There is a lot of pressure for leaders to show immediate success, no matter if they are leading a startup or an existing organization. In today's society, we have come to believe that everything can be done quickly, and that changes made today will literally result in growth tomorrow.
For non-profit agencies, this means that they are under increasing pressure to show improvement in their outcome targets for the month or the quarter. People who invest in their programs want to see immediate results, despite the fact that long-term problems take long-term solutions.
Church planters feel the need to show big numbers to their supporters quickly, despite the fact that a longer rampup period is probably a more healthy and stable way of making durable disciples and begining a church.
I personally have fallen into the trap of rushing things in order to meet monthly or quarterly number goals. I have often impatiently pressed my staff to "give me good numbers" to show the board this quarter. What has happened is that we have sometimes launched something before it was ready, just so we could meet targets.
There is a holy tension between the urgency of the short-term and the patient wisdom of the long-term.

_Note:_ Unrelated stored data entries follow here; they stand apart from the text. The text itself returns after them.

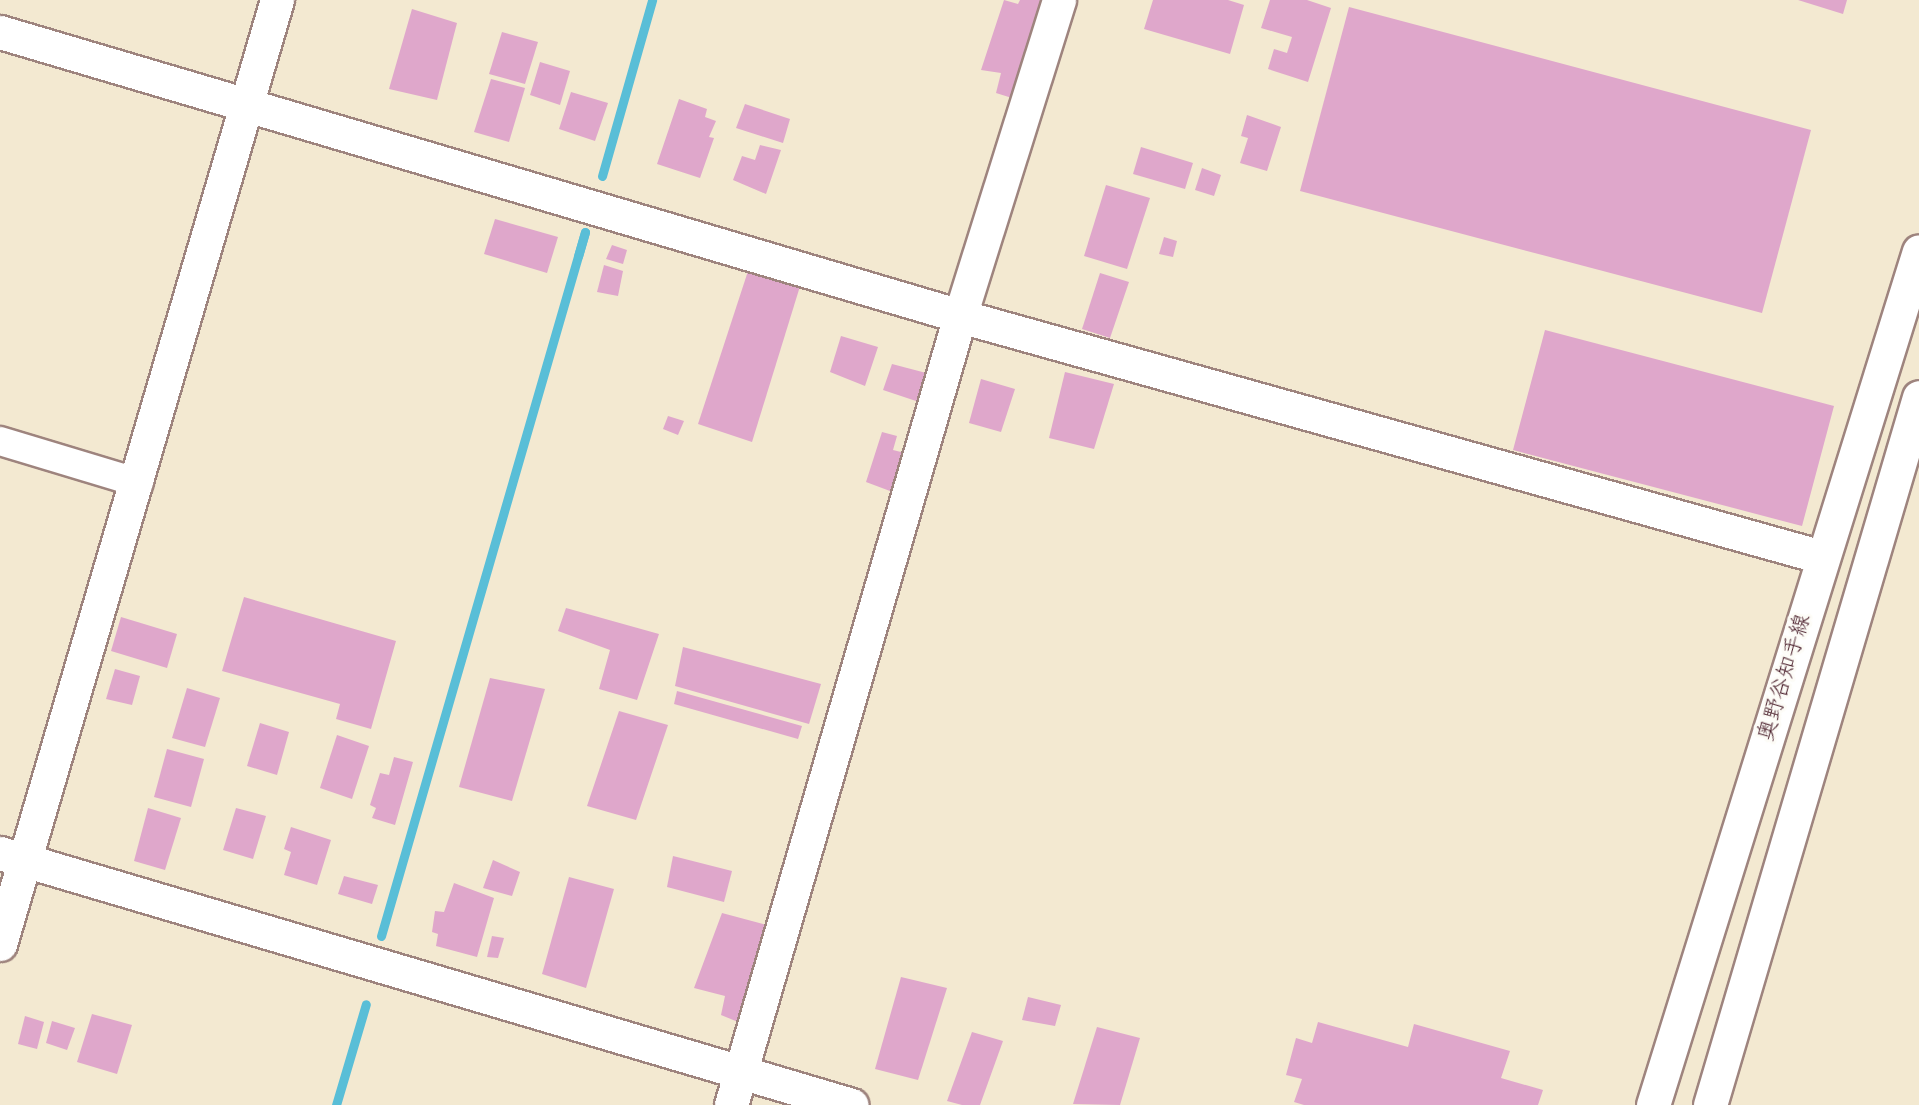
<!DOCTYPE html>
<meta charset="utf-8">
<style>
body{margin:0}
#map{position:relative;width:1919px;height:1105px;overflow:hidden;background:#f3e9d1;font-family:Mynerve,"Klee One",sans-serif}
div>[style]{position:absolute}
[style*='--x']{left:calc(var(--x)*1px);top:calc(var(--y)*1px);width:calc(var(--w)*1px);rotate:calc(var(--a)*1deg)}
.stream>*{height:9px;margin:-4.5px;padding:0 4.5px;transform-origin:4.5px;border-radius:4.5px;background:#59bed7}
.building>*{inset:0;background:#dfa7cb}
.roads{filter:drop-shadow(2px 0 #9e847e) drop-shadow(-2px 0 #9e847e) drop-shadow(0 2px #9e847e) drop-shadow(0 -2px #9e847e)}
.minor>*{height:28px;margin:-14px;padding:0 14px;transform-origin:14px;border-radius:14px;background:#fff}
.tertiary>*{height:33px;margin:-16.5px;padding:0 16.5px;transform-origin:16.5px;border-radius:16.5px;background:#fff}
.secondary>*{height:33px;margin:-16.5px;padding:0 16.5px;transform-origin:16.5px;border-radius:16.5px;background:#fff}
span{translate:-50% -50%;white-space:nowrap;text-align:center;line-height:1.15;-webkit-text-stroke:6px #fdfcf7;paint-order:stroke}
.street-label{font-size:22px;color:#4a1f2b}
</style>
<div id="map">
<div class="stream">
<div style="--x:602;--y:176;--w:183;--a:-74.1"></div>
<div style="--x:381;--y:936;--w:733;--a:-73.84"></div>
<div style="--x:585;--y:232;--w:25;--a:106"></div>
<div style="--x:336;--y:1105;--w:105;--a:-73.5"></div>
</div>
<div class="building">
<div style="clip-path:polygon(1004px 0,1018px 4px,1020px 0,1044px 0,1012px 98px,996px 93px,1001px 73px,981px 70px)"></div>
<div style="clip-path:polygon(1153px 0,1228px 0,1244px 5px,1230px 54px,1144px 29px)"></div>
<div style="clip-path:polygon(1270px 0,1307px 0,1331px 8px,1308px 82px,1268px 69px,1274px 49px,1287px 53px,1292px 37px,1261px 28px)"></div>
<div style="clip-path:polygon(1798px 0,1847px 0,1843px 14px)"></div>
<div style="clip-path:polygon(1349px 7px,1811px 130px,1762px 313px,1300px 191px)"></div>
<div style="clip-path:polygon(412px 9px,457px 23px,437px 100px,389px 89px)"></div>
<div style="clip-path:polygon(502px 32px,538px 42px,525px 84px,489px 74px)"></div>
<div style="clip-path:polygon(540px 62px,570px 71px,560px 105px,530px 95px)"></div>
<div style="clip-path:polygon(491px 79px,525px 88px,509px 142px,474px 132px)"></div>
<div style="clip-path:polygon(571px 92px,608px 103px,595px 141px,559px 129px)"></div>
<div style="clip-path:polygon(679px 99px,707px 109px,705px 117px,716px 121px,709px 137px,714px 138px,700px 178px,657px 164px)"></div>
<div style="clip-path:polygon(745px 104px,790px 119px,783px 143px,736px 128px)"></div>
<div style="clip-path:polygon(1247px 115px,1281px 127px,1267px 171px,1240px 163px,1248px 138px,1241px 136px)"></div>
<div style="clip-path:polygon(760px 145px,781px 150px,766px 194px,733px 180px,742px 156px,755px 160px)"></div>
<div style="clip-path:polygon(1141px 147px,1193px 163px,1185px 189px,1133px 174px)"></div>
<div style="clip-path:polygon(1202px 168px,1221px 175px,1214px 196px,1195px 190px)"></div>
<div style="clip-path:polygon(1106px 185px,1150px 198px,1127px 269px,1084px 256px)"></div>
<div style="clip-path:polygon(495px 219px,558px 237px,547px 273px,484px 254px)"></div>
<div style="clip-path:polygon(1164px 237px,1177px 241px,1173px 257px,1159px 254px)"></div>
<div style="clip-path:polygon(612px 245px,627px 250px,623px 264px,606px 259px)"></div>
<div style="clip-path:polygon(604px 265px,623px 271px,618px 296px,597px 292px)"></div>
<div style="clip-path:polygon(749px 268px,801px 283px,752px 442px,698px 424px)"></div>
<div style="clip-path:polygon(1100px 273px,1129px 282px,1110px 338px,1082px 329px)"></div>
<div style="clip-path:polygon(1545px 330px,1834px 406px,1802px 526px,1513px 450px)"></div>
<div style="clip-path:polygon(841px 336px,878px 347px,865px 386px,830px 372px)"></div>
<div style="clip-path:polygon(892px 364px,930px 374px,922px 403px,883px 390px)"></div>
<div style="clip-path:polygon(1065px 372px,1114px 384px,1094px 449px,1049px 438px)"></div>
<div style="clip-path:polygon(981px 379px,1015px 389px,1001px 432px,969px 423px)"></div>
<div style="clip-path:polygon(668px 416px,684px 421px,678px 435px,663px 429px)"></div>
<div style="clip-path:polygon(882px 432px,897px 436px,893px 450px,909px 454px,898px 494px,866px 482px)"></div>
<div style="clip-path:polygon(244px 597px,396px 641px,371px 729px,336px 719px,340px 704px,222px 671px)"></div>
<div style="clip-path:polygon(566px 608px,659px 634px,637px 700px,599px 689px,610px 650px,558px 631px)"></div>
<div style="clip-path:polygon(121px 617px,177px 634px,167px 668px,111px 651px)"></div>
<div style="clip-path:polygon(683px 647px,821px 684px,809px 724px,675px 686px)"></div>
<div style="clip-path:polygon(115px 669px,140px 676px,132px 705px,106px 699px)"></div>
<div style="clip-path:polygon(490px 678px,545px 689px,512px 801px,459px 787px)"></div>
<div style="clip-path:polygon(187px 688px,220px 698px,205px 747px,172px 738px)"></div>
<div style="clip-path:polygon(677px 691px,802px 726px,798px 739px,674px 704px)"></div>
<div style="clip-path:polygon(619px 711px,668px 725px,636px 820px,587px 806px)"></div>
<div style="clip-path:polygon(260px 723px,289px 732px,277px 775px,247px 766px)"></div>
<div style="clip-path:polygon(337px 735px,369px 746px,352px 799px,320px 788px)"></div>
<div style="clip-path:polygon(167px 749px,204px 759px,191px 807px,154px 797px)"></div>
<div style="clip-path:polygon(394px 757px,413px 762px,395px 825px,372px 818px,376px 808px,370px 805px,380px 773px,389px 775px)"></div>
<div style="clip-path:polygon(148px 808px,181px 818px,165px 870px,134px 861px)"></div>
<div style="clip-path:polygon(236px 808px,266px 816px,253px 859px,223px 850px)"></div>
<div style="clip-path:polygon(291px 827px,331px 840px,317px 885px,284px 875px,291px 852px,284px 849px)"></div>
<div style="clip-path:polygon(673px 856px,732px 871px,724px 902px,667px 887px)"></div>
<div style="clip-path:polygon(493px 860px,520px 872px,512px 896px,483px 888px)"></div>
<div style="clip-path:polygon(344px 876px,378px 885px,372px 904px,338px 894px)"></div>
<div style="clip-path:polygon(569px 877px,614px 889px,586px 988px,542px 974px)"></div>
<div style="clip-path:polygon(454px 883px,494px 898px,477px 957px,436px 946px,438px 934px,432px 932px,435px 911px,444px 912px)"></div>
<div style="clip-path:polygon(722px 913px,778px 928px,743px 1024px,721px 1015px,725px 996px,694px 988px)"></div>
<div style="clip-path:polygon(492px 936px,504px 938px,498px 958px,487px 957px)"></div>
<div style="clip-path:polygon(901px 977px,947px 988px,918px 1080px,875px 1069px)"></div>
<div style="clip-path:polygon(1028px 997px,1061px 1005px,1055px 1026px,1022px 1020px)"></div>
<div style="clip-path:polygon(92px 1014px,132px 1025px,117px 1074px,77px 1062px)"></div>
<div style="clip-path:polygon(25px 1016px,44px 1022px,37px 1049px,18px 1044px)"></div>
<div style="clip-path:polygon(52px 1021px,75px 1028px,67px 1050px,46px 1043px)"></div>
<div style="clip-path:polygon(1318px 1022px,1408px 1047px,1414px 1024px,1510px 1051px,1501px 1078px,1543px 1090px,1538px 1105px,1304px 1105px,1294px 1102px,1302px 1079px,1286px 1075px,1296px 1038px,1312px 1043px)"></div>
<div style="clip-path:polygon(1097px 1027px,1140px 1038px,1120px 1105px,1073px 1104px)"></div>
<div style="clip-path:polygon(972px 1032px,1003px 1041px,980px 1105px,962px 1105px,947px 1101px)"></div>
</div>
<div class="roads">
<div class="minor">
<div style="--x:0;--y:441;--w:145;--a:16.8"></div>
</div>
<div class="tertiary">
<div style="--x:0;--y:32;--w:1001;--a:16.48"></div>
<div style="--x:960;--y:316;--w:895;--a:15.62"></div>
<div style="--x:0;--y:853;--w:888;--a:16.48"></div>
<div style="--x:0;--y:944;--w:984;--a:-73.65"></div>
<div style="--x:731;--y:1105;--w:822;--a:-73.82"></div>
<div style="--x:960;--y:316;--w:331;--a:-72.6"></div>
</div>
<div class="secondary">
<div style="--x:1653;--y:1105;--w:894;--a:-72.7"></div>
<div style="--x:1710;--y:1105;--w:738;--a:-73.55"></div>
</div>
</div>
<div class="street-label">
<span style="left:1785px;top:678px;rotate:-73deg">奥野谷知手線</span>
</div>
</div>
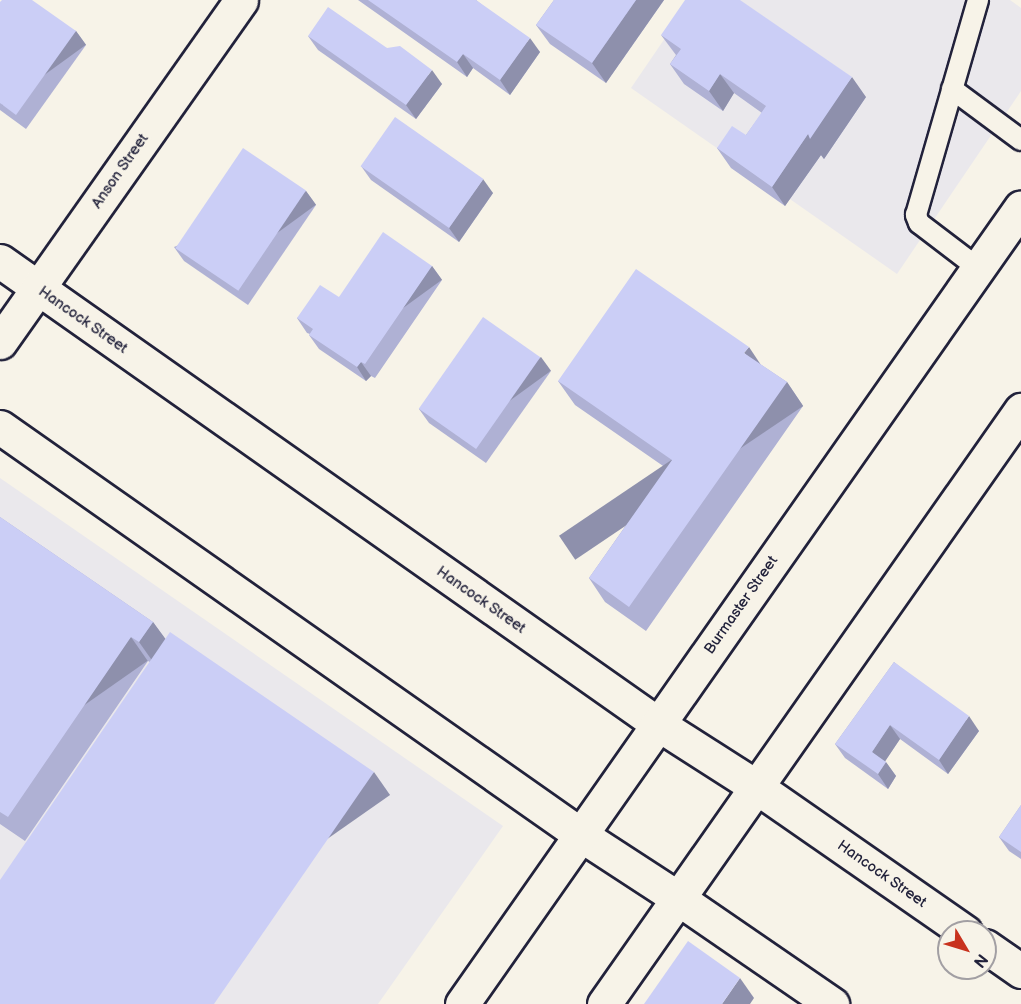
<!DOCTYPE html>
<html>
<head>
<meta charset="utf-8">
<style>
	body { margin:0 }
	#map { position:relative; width:1021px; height:1004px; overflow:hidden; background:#f7f3e8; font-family:"Balsamiq Sans",sans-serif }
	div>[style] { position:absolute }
	.built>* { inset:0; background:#eae8ec }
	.roads { filter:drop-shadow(2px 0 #22223b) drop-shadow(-2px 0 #22223b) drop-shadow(0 2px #22223b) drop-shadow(0 -2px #22223b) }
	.lane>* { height:20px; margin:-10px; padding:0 10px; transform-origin:10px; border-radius:10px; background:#f7f3e8 }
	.street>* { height:33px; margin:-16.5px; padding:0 16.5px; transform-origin:16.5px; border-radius:16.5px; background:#f7f3e8 }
	.secondary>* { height:33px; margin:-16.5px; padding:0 16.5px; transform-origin:16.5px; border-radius:16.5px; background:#f7f3e8 }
	.wall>* { inset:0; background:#afb1d4 }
	.shaded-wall>* { inset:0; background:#8e90ac; transform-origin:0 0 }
	.building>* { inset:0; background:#cbcef6; transform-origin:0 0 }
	span { translate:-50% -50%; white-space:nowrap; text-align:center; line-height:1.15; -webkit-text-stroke:5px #f7f3e8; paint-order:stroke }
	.street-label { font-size:15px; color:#22223b }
	.north { position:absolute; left:937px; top:920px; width:60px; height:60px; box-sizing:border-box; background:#f7f3e8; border:2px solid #a29fa3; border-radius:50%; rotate:128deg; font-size:16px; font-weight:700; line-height:24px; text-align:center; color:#22223b }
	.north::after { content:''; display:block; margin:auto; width:21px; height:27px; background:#c8321e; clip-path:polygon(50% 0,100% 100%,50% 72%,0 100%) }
</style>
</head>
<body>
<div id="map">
	<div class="built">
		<i style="clip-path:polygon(691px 0,1010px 0,1021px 8px,1021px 91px,897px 274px,631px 88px)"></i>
		<i style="clip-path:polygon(0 478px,503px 826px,378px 1004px,0 1004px)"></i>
	</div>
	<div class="roads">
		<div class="lane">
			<i style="left:952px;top:89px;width:86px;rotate:36.5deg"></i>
			<i style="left:978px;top:268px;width:74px;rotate:-142.7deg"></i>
			<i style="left:919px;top:223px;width:9px;rotate:-111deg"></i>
			<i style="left:916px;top:215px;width:224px;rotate:-73.9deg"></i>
		</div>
		<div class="street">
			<i style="left:0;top:261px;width:805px;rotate:35.13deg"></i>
			<i style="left:658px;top:724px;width:119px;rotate:32.6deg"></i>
			<i style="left:758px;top:788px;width:252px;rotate:34.8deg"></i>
			<i style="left:0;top:342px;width:418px;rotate:-54.8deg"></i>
			<i style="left:0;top:427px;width:710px;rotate:35.08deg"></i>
			<i style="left:581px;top:835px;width:117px;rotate:33.1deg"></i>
			<i style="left:679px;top:899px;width:186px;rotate:34.5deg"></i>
			<i style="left:985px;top:946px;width:44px;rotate:34.8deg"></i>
		</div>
		<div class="secondary">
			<i style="left:462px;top:1004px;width:973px;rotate:-54.95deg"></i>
			<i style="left:604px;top:1004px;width:726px;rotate:-54.93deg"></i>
		</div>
	</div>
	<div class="wall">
		<i style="clip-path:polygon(358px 0,476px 0,540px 52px,510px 95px,473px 68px,467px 77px)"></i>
		<i style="clip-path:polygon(554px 0,664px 0,606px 83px,550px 44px,536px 25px)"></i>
		<i style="clip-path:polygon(0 2px,76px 31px,86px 45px,26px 129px,0 110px)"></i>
		<i style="clip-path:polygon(661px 35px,866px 97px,824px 159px,821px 155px,785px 206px,731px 168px,717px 148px,746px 135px,762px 113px,734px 93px,723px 111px,684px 84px,670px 64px,676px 55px)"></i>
		<i style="clip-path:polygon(308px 36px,387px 48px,442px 84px,416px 119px,318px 50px)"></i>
		<i style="clip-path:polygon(361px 166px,493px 193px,459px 242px,371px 180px)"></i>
		<i style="clip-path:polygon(306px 191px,316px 205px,248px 305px,184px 261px,174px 247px)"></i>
		<i style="clip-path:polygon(432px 266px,442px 280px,375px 378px,371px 376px,366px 381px,319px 349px,309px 335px,310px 334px,307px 333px,297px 318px,339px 297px)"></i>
		<i style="clip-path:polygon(760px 364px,787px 382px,803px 406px,646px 631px,605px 602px,589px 578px,666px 468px,575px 405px,558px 381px)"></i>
		<i style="clip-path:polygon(551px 371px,486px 463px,429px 423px,419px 409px)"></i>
		<i style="clip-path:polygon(0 517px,153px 622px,165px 639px,390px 795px,148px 661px,25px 841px,0 824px)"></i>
		<i style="clip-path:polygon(894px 662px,979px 731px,948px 774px,900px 739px,885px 761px,896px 776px,888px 789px,845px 758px,835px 744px)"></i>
		<i style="clip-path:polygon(1021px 805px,1021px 859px,1009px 851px,999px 837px)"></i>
	</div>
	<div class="shaded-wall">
		<i style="clip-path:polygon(636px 0,664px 0,606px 83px,592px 63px)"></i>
		<i style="left:76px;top:31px;width:17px;height:103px;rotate:54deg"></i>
		<i style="clip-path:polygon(530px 38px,540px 52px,510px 95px,500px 80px)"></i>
		<i style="clip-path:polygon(463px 54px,473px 68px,467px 77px,457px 62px)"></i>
		<i style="clip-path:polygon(432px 70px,442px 84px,416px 119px,406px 105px)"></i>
		<i style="clip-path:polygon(720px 74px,734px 93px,723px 111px,709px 91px)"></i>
		<i style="clip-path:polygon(852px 77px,866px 97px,824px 159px,821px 155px,785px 206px,772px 187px,808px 134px)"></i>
		<i style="clip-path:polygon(483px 179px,493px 193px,459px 242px,449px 228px)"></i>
		<i style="left:306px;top:191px;width:17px;height:121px;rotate:54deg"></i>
		<i style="left:432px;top:266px;width:17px;height:119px;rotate:54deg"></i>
		<i style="clip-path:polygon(749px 347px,765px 371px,744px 353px)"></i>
		<i style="left:541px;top:357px;width:17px;height:113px;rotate:54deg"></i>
		<i style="clip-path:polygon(361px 362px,371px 376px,366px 381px,357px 367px)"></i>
		<i style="left:787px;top:382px;width:29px;height:275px;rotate:56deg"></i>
		<i style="clip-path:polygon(153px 622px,170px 645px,156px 666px,139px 642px)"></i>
		<i style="left:131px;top:637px;width:29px;height:218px;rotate:55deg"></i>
		<i style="clip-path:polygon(969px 716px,979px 731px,948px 774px,939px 760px)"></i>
		<i style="clip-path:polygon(890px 725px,900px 739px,882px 766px,872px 752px)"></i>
		<i style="clip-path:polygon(886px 762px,896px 776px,888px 789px,878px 774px)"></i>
		<i style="left:374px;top:772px;width:28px;height:282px;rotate:55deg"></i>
		<i style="clip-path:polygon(740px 978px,754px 998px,750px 1004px,722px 1004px)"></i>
	</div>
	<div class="building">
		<i style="clip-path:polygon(2px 0,32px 0,76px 31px,16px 115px,0 103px,0 2px)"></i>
		<i style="clip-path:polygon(368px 0,476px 0,530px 38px,500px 80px,463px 54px,457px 62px)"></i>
		<i style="clip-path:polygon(554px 0,636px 0,592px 63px,536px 25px)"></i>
		<i style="clip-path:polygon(685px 0,740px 0,852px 77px,810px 139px,808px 134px,772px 187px,717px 148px,732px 126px,746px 135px,766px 106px,720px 74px,709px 91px,670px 64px,681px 49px,661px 35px)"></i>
		<i style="clip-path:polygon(328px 7px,387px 48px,400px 46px,432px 70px,406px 105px,308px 36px)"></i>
		<i style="left:395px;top:117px;width:108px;height:60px;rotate:35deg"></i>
		<i style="left:243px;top:148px;width:76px;height:121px;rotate:34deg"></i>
		<i style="clip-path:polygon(383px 232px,432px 266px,365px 364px,361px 362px,357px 367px,309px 335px,313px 329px,297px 318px,320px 285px,339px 297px)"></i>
		<i style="clip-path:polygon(636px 269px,749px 347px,744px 353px,787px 382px,629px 607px,589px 578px,672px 460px,558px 381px)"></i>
		<i style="left:483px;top:317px;width:70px;height:112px;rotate:35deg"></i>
		<i style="clip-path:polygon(0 517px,153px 622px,139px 642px,131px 637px,8px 817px,0 812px)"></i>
		<i style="clip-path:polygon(170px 632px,374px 772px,214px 1004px,0 1004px,0 880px)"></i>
		<i style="clip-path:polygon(894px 662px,969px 716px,939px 760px,890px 725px,872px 752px,886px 762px,878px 774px,835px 744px)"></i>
		<i style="clip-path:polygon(1021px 805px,1021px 852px,999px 837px)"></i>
		<i style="clip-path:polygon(688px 941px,740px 978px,722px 1004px,644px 1004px)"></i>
	</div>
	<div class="street-label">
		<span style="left:120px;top:171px;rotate:-55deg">Anson Street</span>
		<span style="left:83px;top:320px;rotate:35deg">Hancock Street</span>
		<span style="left:481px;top:600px;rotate:35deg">Hancock Street</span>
		<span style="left:741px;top:605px;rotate:-55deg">Burmaster Street</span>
		<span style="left:882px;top:874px;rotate:35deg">Hancock Street</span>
	</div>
	<div class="north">N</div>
</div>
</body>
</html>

The following excerpt from a great article by Ron Shaich, CEO of Panera Bread, make the case that quarterly earnings aren't as important as long-term success.
First, bet on the things that will improve your competitive position, and summon the tenacity to stay at the table long enough to collect your winnings. Making smart bets requires an understanding of what the competitive landscape will look like in three or more years. You must try to predict where the world is heading and be prepared for tomorrow’s arrival. That means building your credibility with your investors and board so that you have the wherewithal to resist short-term pressures and the patience to allow your initiatives to succeed.
Second, grow only when you know that you have forged a winning competitive advantage. Whether your company is built around a product, a service, or what we in the restaurant business call a concept, if your business model has not yet proven worthy of reproducing, don’t bet on a growth strategy.
Finally, remember that long-term success is created when you look beyond this year’s budget. Despite the constant pressure to submit to quick fixes, you stand a far better chance of delivering strong quarterly results year after year when you focus on strengthening your competitive advantage and growing only when your business model offers a proven competitive alternative.
As a leader, how do you balance short-term goals and long-term success?